WHAT THE TASK REQUIRES
Your answer must be the lines from the top of the listing below through the line that holds "0 #3c4a6e) drop-shadow(-2px", retyped exactly, with no pictures.

*** ENTRIES PROVIDED ***

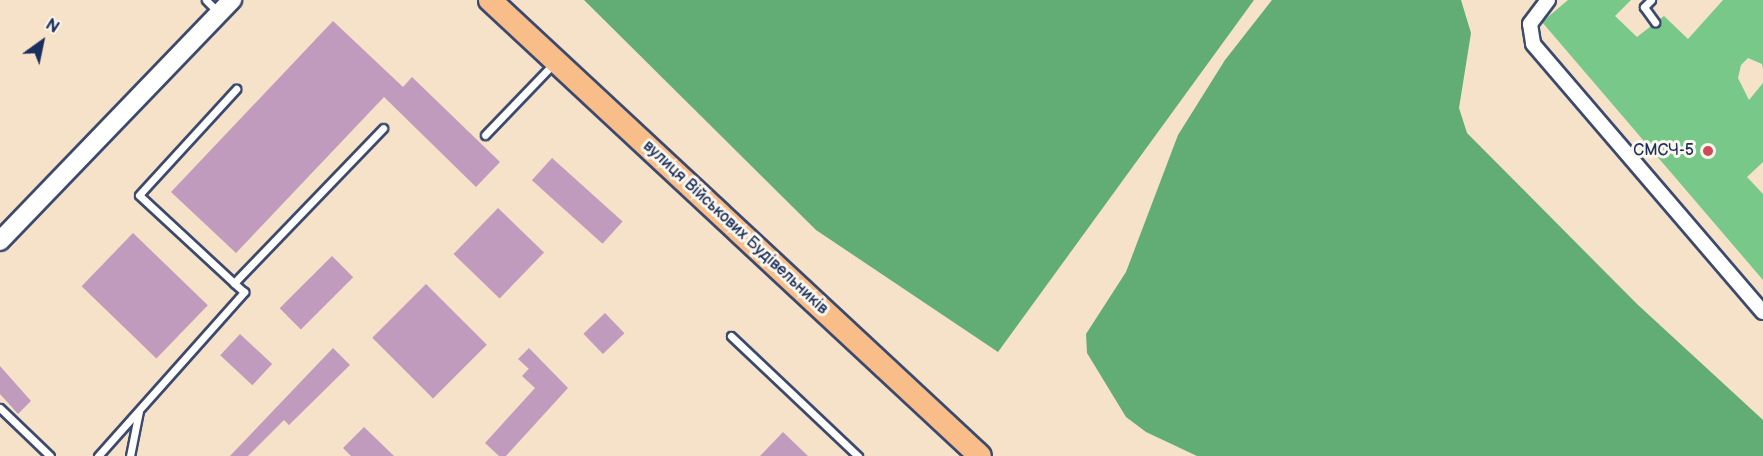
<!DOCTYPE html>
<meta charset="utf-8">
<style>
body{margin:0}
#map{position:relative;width:1763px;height:456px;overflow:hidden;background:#f5e2c8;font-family:"Balsamiq Sans",sans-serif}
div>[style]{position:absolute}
.green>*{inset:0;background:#78c889}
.forest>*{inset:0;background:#62ac75}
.building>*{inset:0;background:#c19bbd;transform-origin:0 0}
.roads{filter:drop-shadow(2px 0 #3c4a6e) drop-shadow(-2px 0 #3c4a6e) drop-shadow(0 2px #3c4a6e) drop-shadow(0 -2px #3c4a6e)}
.service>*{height:7px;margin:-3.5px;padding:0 3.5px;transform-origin:3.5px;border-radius:3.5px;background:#fff}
.minor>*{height:14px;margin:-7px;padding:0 7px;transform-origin:7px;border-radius:7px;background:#fff}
.tertiary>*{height:18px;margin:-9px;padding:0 9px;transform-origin:9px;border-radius:9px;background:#fff}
.primary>*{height:22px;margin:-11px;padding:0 11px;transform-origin:11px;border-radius:11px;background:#f8bd88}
.dots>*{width:16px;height:16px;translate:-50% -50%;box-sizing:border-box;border:3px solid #fbf7ec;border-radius:50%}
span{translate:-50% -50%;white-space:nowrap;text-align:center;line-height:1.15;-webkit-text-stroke:6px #fbf7ec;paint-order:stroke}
.poi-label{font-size:16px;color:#1b2f5e}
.right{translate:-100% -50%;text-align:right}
.street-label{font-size:16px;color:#1b2f5e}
.north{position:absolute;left:12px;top:12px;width:60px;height:60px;-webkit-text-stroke:4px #fbf7ec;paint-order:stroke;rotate:33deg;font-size:16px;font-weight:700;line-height:24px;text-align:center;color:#1b2f5e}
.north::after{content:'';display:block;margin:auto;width:21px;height:27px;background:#1b2f5e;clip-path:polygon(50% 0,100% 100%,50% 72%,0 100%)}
</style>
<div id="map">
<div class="green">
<div style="clip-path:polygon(1568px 0,1631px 0,1615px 16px,1637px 37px,1664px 16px,1688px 39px,1723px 0,1763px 0,1763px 69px,1762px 64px,1748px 58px,1741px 65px,1738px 78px,1749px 100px,1763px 83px,1763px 162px,1747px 177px,1763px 194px,1763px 280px,1542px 22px)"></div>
</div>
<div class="forest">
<div style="clip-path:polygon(584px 0,1254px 0,998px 352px,816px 230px)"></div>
<div style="clip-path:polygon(1272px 0,1461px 0,1471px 33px,1459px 108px,1467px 133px,1637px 304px,1763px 420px,1763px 456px,1197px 456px,1146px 432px,1126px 417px,1087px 353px,1086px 334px,1126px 272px,1178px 135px,1225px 60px)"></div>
</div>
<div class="building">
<div style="clip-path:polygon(333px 21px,403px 87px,412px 77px,500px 162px,476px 187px,384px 97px,236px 253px,171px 192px)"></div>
<div style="left:552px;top:158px;width:95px;height:30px;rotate:42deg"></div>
<div style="left:498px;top:208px;width:64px;height:64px;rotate:44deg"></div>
<div style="left:133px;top:233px;width:104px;height:74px;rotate:44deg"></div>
<div style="left:332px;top:256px;width:30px;height:74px;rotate:45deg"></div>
<div style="left:426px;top:284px;width:86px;height:76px;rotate:45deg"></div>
<div style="left:605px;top:313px;width:28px;height:30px;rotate:46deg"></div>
<div style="left:240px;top:334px;width:44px;height:29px;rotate:43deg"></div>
<div style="clip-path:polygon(333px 348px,350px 365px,289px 425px,284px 420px,248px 456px,230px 456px)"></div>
<div style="clip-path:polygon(529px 348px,568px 388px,506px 456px,499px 456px,485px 443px,535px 388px,522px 376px,536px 361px,529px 369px,518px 359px)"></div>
<div style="clip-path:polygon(0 366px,31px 401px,18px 414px,0 394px)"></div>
<div style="clip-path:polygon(364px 427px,394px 456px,351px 456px,343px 448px)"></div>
<div style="clip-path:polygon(783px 432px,808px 456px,760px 456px)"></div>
</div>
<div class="roads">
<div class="service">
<div style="left:206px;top:0;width:18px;rotate:45deg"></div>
<div style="left:1651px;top:0;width:10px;rotate:135deg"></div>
<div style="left:1644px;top:7px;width:19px;rotate:54deg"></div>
<div style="left:485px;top:135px;width:100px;rotate:-46.2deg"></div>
<div style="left:234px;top:283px;width:129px;rotate:-137.2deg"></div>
<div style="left:139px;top:195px;width:144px;rotate:-47.5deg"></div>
<div style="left:731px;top:336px;width:175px;rotate:43.4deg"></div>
<div style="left:0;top:408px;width:69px;rotate:43.8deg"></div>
<div style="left:98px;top:456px;width:220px;rotate:-48.3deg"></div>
<div style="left:244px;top:292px;width:13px;rotate:-138deg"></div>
<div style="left:234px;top:283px;width:215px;rotate:-46.1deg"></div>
<div style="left:130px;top:456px;width:46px;rotate:-78.7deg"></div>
</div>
<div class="minor">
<div style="left:1548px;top:0;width:30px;rotate:127deg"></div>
<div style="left:1530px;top:24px;width:20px;rotate:81deg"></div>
<div style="left:1533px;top:44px;width:353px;rotate:49.4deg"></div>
</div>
<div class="tertiary">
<div style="left:0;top:241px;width:335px;rotate:-46.1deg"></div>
</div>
<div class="primary">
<div style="left:490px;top:0;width:669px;rotate:42.94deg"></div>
</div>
</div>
<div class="dots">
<div style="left:1708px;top:151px;background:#d1495b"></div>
</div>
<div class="poi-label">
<span class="right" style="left:1694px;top:151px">СМСЧ-5</span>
</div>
<div class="street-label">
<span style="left:735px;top:228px;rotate:43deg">вулиця Військових Будівельників</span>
</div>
<div class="north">N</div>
</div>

***

SOLUTION TO THIS PROBLEM
<!DOCTYPE html>
<meta charset="utf-8">
<style>
body{margin:0}
#map{position:relative;width:1763px;height:456px;overflow:hidden;background:#f5e2c8;font-family:"Balsamiq Sans",sans-serif}
div>[style]{position:absolute}
.green>*{inset:0;background:#78c889}
.forest>*{inset:0;background:#62ac75}
.building>*{inset:0;background:#c19bbd;transform-origin:0 0}
.roads{filter:drop-shadow(2px 0 #3c4a6e) drop-shadow(-2px 0 #3c4a6e) drop-shadow(0 2px #3c4a6e) drop-shadow(0 -2px #3c4a6e)}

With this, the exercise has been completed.